_REQUIRED WORK_: Where a line of the following data contains the string "position", include it in the tally. Report the total alone.

_EXTRACTED ENTRIES_:
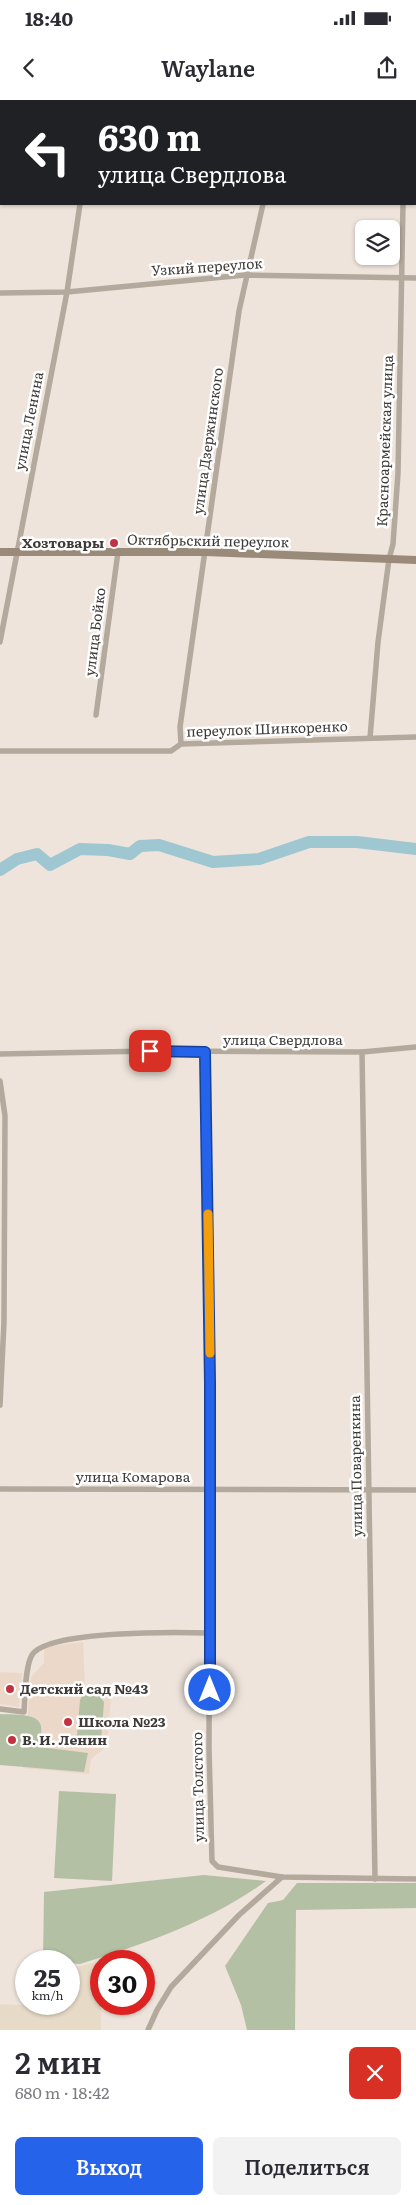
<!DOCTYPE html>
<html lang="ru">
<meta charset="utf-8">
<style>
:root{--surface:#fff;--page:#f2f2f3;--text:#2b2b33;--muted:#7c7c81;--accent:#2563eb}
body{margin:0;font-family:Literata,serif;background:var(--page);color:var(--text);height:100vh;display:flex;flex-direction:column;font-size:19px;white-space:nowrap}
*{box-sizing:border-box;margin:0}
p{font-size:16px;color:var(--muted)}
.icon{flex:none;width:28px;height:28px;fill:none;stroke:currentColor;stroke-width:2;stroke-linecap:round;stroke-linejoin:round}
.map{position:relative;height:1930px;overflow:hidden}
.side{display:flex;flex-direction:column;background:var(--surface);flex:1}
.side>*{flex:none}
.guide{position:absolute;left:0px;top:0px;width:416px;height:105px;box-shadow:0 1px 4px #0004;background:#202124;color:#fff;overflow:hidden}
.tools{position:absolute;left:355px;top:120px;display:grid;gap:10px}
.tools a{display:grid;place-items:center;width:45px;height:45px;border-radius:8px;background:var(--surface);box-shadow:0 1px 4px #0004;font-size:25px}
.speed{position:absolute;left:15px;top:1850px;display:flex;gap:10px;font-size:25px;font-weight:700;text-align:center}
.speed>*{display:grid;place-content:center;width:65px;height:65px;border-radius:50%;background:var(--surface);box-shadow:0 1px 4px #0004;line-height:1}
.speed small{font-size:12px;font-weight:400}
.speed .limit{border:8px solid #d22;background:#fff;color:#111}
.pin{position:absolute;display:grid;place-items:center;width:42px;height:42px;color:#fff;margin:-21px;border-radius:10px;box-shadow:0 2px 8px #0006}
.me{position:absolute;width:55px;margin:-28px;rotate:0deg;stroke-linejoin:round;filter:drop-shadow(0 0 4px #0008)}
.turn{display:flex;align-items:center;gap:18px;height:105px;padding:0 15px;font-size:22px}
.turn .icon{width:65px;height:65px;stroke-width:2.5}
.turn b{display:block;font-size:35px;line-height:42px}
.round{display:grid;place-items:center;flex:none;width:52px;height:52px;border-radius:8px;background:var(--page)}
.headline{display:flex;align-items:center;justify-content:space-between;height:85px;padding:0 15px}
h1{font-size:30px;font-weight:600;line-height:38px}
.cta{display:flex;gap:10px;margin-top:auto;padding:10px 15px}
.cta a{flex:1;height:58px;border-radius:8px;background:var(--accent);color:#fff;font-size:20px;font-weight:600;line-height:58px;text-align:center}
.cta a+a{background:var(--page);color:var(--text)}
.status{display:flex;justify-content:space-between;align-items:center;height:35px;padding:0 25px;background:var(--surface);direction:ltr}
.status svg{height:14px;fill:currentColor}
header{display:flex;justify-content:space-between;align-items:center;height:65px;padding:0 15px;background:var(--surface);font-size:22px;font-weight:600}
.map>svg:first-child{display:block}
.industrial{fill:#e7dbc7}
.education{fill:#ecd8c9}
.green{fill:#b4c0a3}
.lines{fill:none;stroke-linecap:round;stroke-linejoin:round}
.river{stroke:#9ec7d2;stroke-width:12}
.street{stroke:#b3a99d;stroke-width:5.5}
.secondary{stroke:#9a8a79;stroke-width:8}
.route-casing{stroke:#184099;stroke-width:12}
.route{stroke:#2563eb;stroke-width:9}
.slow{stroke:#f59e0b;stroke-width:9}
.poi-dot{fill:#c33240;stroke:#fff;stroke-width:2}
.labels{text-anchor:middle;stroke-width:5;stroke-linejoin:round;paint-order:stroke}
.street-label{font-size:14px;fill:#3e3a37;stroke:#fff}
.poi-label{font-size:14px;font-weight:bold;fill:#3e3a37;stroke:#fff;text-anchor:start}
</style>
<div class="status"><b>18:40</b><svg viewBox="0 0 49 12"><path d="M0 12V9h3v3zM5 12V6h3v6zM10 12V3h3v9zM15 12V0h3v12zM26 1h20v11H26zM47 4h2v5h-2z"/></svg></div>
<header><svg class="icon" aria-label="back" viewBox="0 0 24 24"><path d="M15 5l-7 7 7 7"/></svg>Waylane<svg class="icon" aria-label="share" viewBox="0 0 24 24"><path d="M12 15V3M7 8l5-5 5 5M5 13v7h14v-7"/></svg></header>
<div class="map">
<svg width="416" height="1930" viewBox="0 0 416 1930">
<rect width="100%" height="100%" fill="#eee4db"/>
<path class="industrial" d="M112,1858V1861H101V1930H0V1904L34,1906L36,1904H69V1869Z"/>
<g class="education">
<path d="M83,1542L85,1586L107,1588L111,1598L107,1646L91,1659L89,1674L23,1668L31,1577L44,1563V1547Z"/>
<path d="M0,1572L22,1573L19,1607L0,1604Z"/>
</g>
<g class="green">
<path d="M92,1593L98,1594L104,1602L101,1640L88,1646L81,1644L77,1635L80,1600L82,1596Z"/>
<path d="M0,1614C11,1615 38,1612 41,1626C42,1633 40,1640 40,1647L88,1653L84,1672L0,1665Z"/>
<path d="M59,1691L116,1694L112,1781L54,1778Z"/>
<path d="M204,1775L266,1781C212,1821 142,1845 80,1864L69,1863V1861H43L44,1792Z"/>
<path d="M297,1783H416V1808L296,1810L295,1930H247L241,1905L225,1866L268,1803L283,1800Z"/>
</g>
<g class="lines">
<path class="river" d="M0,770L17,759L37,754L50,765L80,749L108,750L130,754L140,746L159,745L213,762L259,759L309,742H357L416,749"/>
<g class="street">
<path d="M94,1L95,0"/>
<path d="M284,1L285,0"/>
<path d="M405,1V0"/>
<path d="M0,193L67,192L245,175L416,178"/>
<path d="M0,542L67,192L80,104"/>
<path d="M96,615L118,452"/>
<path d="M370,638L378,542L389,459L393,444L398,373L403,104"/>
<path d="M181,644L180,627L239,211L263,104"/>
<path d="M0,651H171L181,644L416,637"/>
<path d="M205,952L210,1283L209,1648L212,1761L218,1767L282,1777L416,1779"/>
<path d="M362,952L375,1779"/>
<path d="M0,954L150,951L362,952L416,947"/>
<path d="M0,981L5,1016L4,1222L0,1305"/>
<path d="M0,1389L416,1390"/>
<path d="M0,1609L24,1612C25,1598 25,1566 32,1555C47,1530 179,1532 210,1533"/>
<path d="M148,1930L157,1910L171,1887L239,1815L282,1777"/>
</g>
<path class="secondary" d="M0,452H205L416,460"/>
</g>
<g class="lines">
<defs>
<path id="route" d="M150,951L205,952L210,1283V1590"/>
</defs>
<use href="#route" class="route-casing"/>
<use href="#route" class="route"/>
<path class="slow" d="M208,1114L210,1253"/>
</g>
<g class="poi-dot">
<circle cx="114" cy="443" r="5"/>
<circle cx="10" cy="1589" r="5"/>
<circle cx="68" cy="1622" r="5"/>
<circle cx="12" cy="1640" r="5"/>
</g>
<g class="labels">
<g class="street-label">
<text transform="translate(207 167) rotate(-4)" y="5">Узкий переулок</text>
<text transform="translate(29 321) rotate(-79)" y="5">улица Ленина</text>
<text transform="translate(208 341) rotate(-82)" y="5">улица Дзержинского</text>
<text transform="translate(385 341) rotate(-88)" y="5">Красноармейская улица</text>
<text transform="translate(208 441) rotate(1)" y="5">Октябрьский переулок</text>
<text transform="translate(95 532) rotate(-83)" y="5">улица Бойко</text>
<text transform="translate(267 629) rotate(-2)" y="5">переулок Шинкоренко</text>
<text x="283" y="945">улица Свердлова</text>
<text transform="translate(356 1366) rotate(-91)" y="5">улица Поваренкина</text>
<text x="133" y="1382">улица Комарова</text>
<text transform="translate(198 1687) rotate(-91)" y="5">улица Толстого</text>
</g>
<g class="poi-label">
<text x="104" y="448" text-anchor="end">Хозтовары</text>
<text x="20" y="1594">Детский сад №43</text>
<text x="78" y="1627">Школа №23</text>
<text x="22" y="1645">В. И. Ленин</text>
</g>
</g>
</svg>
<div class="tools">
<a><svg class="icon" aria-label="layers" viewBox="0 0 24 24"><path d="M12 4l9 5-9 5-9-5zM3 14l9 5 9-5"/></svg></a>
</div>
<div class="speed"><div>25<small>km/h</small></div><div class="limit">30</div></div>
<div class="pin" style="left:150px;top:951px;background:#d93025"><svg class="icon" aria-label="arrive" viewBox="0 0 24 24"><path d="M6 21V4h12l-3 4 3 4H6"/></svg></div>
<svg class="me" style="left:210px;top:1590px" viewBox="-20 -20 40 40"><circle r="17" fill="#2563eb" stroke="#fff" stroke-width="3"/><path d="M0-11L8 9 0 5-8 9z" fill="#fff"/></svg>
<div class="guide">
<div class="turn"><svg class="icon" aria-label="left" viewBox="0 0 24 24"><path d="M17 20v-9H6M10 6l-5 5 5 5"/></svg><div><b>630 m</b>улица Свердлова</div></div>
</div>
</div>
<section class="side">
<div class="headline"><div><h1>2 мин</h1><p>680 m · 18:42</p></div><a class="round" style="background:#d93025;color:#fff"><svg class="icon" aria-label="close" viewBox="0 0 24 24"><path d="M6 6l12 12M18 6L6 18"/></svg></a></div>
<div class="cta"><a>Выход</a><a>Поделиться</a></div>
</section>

_ANSWER FOR THIS EXERCISE_: 6